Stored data
┌──

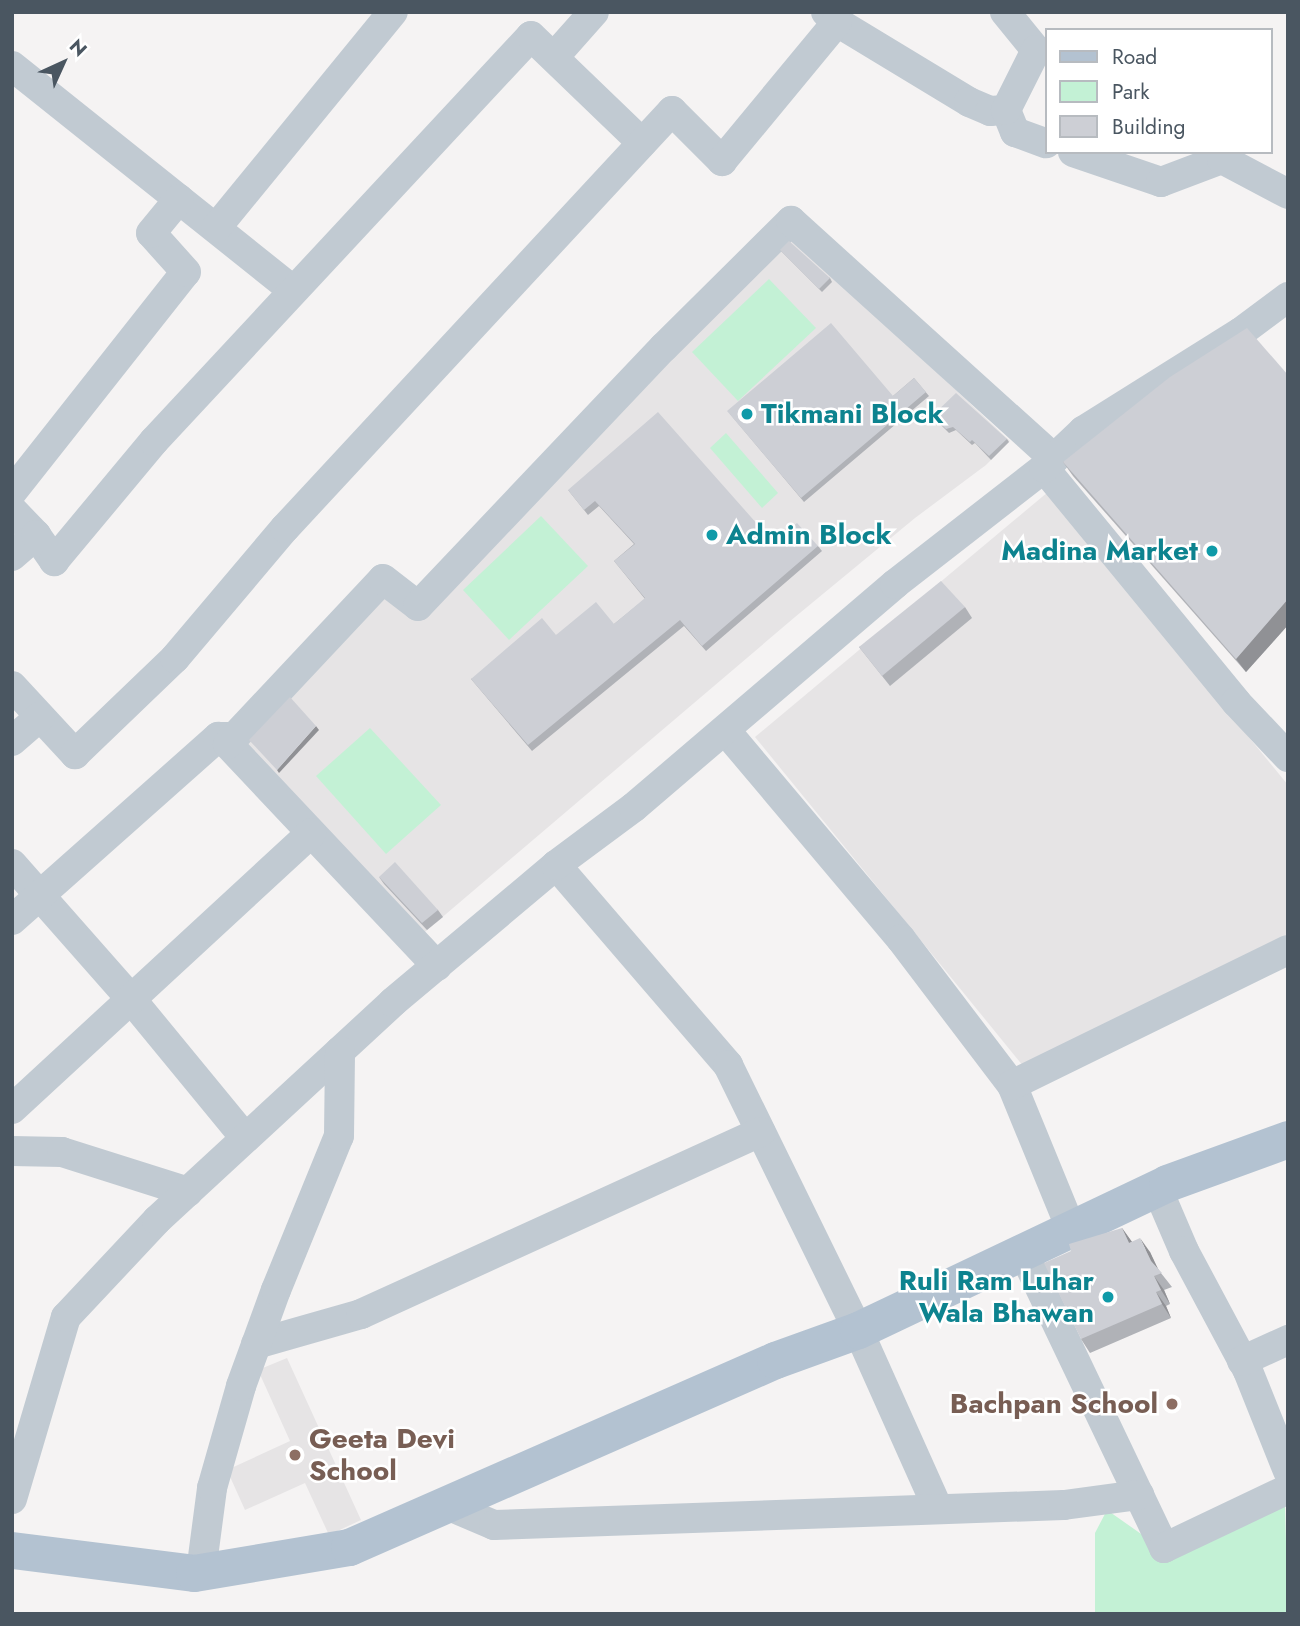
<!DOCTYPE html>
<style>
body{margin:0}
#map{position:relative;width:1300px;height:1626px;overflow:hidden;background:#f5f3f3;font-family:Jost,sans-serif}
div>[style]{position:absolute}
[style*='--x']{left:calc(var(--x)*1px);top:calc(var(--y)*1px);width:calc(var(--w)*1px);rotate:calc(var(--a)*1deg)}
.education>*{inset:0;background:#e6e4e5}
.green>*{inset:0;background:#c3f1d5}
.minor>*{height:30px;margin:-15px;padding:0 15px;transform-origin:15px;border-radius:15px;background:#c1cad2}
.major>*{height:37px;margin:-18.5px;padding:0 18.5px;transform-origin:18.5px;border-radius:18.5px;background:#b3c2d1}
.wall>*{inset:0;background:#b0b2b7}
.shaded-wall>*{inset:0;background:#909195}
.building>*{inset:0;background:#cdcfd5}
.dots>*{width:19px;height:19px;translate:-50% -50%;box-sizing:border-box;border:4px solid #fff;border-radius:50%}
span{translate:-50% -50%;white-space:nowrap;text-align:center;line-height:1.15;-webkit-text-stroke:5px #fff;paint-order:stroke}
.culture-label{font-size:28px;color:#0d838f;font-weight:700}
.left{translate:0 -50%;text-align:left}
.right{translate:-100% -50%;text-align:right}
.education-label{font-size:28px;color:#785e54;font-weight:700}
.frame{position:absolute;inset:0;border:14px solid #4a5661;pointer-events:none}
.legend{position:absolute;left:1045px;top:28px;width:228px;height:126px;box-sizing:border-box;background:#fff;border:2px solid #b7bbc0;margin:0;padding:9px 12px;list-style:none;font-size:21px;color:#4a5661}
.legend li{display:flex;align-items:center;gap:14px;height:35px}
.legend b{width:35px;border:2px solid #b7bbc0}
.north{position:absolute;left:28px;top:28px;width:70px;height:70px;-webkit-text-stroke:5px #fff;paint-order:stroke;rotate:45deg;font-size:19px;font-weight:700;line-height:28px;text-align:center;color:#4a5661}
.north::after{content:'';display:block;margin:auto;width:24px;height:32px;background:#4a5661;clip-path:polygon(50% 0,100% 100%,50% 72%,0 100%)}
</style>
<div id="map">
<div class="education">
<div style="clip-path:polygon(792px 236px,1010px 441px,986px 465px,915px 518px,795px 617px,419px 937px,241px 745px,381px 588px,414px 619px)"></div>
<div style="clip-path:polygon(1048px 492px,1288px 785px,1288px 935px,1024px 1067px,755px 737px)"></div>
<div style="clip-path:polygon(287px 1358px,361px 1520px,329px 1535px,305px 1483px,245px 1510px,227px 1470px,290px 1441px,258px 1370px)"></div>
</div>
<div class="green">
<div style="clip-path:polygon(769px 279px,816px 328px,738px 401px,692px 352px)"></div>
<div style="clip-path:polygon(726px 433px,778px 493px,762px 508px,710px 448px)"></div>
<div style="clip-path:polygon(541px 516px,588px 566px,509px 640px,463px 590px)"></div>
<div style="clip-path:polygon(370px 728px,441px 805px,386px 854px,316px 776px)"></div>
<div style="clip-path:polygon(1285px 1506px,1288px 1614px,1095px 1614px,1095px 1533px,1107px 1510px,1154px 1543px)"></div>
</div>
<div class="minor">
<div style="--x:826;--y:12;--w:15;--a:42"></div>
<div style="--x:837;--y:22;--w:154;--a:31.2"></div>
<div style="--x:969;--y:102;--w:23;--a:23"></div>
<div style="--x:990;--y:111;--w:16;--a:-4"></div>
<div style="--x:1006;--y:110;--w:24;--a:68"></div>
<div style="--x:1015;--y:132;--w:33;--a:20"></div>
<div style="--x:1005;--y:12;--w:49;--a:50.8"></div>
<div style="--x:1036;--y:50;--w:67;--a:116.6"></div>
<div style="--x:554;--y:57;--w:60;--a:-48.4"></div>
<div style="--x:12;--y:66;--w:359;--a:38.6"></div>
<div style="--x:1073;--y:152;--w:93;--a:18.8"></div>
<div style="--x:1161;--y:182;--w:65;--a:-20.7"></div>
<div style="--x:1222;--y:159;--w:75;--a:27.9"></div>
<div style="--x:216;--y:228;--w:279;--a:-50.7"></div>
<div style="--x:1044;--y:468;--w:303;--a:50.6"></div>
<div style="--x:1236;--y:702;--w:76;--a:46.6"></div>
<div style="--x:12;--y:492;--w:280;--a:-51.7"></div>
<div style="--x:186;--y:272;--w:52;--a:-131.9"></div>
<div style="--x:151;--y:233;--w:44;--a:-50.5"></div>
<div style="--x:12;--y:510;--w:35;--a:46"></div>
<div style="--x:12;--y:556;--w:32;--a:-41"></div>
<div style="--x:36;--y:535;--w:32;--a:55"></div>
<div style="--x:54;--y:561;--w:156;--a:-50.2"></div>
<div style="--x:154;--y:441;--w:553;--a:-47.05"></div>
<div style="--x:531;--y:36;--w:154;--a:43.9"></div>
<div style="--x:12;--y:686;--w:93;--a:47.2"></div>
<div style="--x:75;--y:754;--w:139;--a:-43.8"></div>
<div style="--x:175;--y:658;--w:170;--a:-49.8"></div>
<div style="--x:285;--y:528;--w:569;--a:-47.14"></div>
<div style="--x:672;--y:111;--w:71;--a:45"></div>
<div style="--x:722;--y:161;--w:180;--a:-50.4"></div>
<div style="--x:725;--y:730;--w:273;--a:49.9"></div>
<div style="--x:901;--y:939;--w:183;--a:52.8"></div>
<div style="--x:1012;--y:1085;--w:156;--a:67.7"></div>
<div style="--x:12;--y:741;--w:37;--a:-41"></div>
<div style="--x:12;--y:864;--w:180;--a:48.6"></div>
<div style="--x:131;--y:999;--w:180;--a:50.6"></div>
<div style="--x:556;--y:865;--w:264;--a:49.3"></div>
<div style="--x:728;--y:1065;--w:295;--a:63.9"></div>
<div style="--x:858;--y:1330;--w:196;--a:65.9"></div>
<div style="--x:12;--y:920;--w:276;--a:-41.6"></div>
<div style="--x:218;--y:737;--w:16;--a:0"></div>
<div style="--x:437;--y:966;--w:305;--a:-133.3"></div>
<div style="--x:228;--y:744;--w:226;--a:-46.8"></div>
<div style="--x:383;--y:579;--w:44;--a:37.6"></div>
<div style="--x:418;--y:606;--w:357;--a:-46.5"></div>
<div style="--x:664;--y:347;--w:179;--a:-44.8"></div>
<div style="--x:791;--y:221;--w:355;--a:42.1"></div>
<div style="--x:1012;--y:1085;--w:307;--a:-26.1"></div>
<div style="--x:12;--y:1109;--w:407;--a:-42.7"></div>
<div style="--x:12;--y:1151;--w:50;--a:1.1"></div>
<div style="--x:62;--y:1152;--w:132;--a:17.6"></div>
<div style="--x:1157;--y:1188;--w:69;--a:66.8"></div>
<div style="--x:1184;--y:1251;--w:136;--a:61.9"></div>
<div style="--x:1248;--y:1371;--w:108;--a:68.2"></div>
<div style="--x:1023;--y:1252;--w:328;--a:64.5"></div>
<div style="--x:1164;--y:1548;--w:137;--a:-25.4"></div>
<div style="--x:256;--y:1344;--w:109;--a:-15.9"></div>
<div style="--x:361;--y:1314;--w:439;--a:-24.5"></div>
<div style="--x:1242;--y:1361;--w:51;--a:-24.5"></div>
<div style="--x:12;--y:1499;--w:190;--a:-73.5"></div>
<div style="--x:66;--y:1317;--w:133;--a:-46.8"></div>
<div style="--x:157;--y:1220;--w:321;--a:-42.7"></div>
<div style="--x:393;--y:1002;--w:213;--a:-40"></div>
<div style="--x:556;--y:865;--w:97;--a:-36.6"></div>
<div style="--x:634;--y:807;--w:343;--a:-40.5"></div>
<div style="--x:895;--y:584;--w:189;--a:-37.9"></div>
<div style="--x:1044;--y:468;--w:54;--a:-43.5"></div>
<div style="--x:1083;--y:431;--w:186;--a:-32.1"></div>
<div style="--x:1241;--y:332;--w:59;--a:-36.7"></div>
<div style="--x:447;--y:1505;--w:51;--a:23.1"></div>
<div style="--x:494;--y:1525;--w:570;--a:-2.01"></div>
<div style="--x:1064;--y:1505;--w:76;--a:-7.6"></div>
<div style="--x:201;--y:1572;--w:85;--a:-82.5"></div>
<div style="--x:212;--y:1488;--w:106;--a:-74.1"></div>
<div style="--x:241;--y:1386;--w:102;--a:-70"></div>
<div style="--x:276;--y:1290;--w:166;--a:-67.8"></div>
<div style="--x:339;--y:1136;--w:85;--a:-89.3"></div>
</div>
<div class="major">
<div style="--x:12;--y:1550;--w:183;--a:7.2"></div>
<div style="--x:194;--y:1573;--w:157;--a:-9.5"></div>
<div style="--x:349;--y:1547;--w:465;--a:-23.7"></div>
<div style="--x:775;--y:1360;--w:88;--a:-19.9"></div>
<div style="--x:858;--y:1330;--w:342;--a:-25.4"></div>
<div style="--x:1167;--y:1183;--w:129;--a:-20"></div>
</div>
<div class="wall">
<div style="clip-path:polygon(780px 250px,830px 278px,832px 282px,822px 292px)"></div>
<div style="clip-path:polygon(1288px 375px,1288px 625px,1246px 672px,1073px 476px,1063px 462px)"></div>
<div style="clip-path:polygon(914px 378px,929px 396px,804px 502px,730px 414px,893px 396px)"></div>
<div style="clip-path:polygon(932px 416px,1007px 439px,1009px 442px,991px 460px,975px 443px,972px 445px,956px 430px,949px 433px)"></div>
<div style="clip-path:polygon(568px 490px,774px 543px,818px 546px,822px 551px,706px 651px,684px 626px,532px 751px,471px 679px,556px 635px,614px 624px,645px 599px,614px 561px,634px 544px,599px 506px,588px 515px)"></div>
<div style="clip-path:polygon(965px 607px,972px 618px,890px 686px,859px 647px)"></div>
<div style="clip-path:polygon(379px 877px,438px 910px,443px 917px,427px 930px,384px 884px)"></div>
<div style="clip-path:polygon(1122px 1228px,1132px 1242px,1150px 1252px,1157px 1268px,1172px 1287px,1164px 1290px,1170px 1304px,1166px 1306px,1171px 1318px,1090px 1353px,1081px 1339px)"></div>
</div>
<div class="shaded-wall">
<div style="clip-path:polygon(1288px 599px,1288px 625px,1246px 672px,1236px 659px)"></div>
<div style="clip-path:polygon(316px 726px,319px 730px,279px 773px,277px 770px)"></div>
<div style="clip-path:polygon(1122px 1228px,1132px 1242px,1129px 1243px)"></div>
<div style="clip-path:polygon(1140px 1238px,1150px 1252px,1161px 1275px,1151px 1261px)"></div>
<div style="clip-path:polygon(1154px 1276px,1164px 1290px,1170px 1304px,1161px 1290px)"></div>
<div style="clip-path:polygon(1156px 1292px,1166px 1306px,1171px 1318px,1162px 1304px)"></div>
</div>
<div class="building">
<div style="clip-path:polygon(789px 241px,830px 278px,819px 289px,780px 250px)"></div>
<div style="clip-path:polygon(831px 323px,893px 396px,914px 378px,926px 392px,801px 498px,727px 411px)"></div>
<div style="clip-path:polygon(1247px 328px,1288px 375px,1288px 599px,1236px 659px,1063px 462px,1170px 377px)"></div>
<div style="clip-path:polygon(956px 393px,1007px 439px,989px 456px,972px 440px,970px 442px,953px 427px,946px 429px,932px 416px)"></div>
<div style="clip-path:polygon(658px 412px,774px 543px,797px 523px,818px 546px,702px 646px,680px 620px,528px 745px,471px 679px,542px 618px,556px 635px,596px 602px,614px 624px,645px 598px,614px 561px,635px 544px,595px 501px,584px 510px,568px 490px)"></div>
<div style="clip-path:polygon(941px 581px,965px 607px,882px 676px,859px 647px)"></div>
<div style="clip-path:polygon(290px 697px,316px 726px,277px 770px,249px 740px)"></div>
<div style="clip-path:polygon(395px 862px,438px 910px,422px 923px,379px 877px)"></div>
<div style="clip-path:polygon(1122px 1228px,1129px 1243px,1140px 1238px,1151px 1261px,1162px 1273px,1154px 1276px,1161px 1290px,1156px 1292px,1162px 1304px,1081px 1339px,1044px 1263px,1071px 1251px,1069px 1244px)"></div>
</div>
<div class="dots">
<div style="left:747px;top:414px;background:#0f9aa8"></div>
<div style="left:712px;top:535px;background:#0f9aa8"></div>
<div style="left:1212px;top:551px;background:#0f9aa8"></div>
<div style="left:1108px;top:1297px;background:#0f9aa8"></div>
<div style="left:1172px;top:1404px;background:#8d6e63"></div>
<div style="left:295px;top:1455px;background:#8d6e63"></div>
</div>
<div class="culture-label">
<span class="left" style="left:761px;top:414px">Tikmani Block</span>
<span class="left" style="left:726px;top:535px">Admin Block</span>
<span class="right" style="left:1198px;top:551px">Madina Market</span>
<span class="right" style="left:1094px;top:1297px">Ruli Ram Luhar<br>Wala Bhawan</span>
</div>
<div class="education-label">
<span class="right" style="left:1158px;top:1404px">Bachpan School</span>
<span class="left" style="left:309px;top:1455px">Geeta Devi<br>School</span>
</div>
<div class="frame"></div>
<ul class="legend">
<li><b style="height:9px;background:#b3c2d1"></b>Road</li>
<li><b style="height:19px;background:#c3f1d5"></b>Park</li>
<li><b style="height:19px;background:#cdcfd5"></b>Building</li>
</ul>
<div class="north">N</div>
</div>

└──

→ **Task item**: Return, in full, every line of these entries that holds "shaded".

→ **Response**:
.shaded-wall>*{inset:0;background:#909195}
<div class="shaded-wall">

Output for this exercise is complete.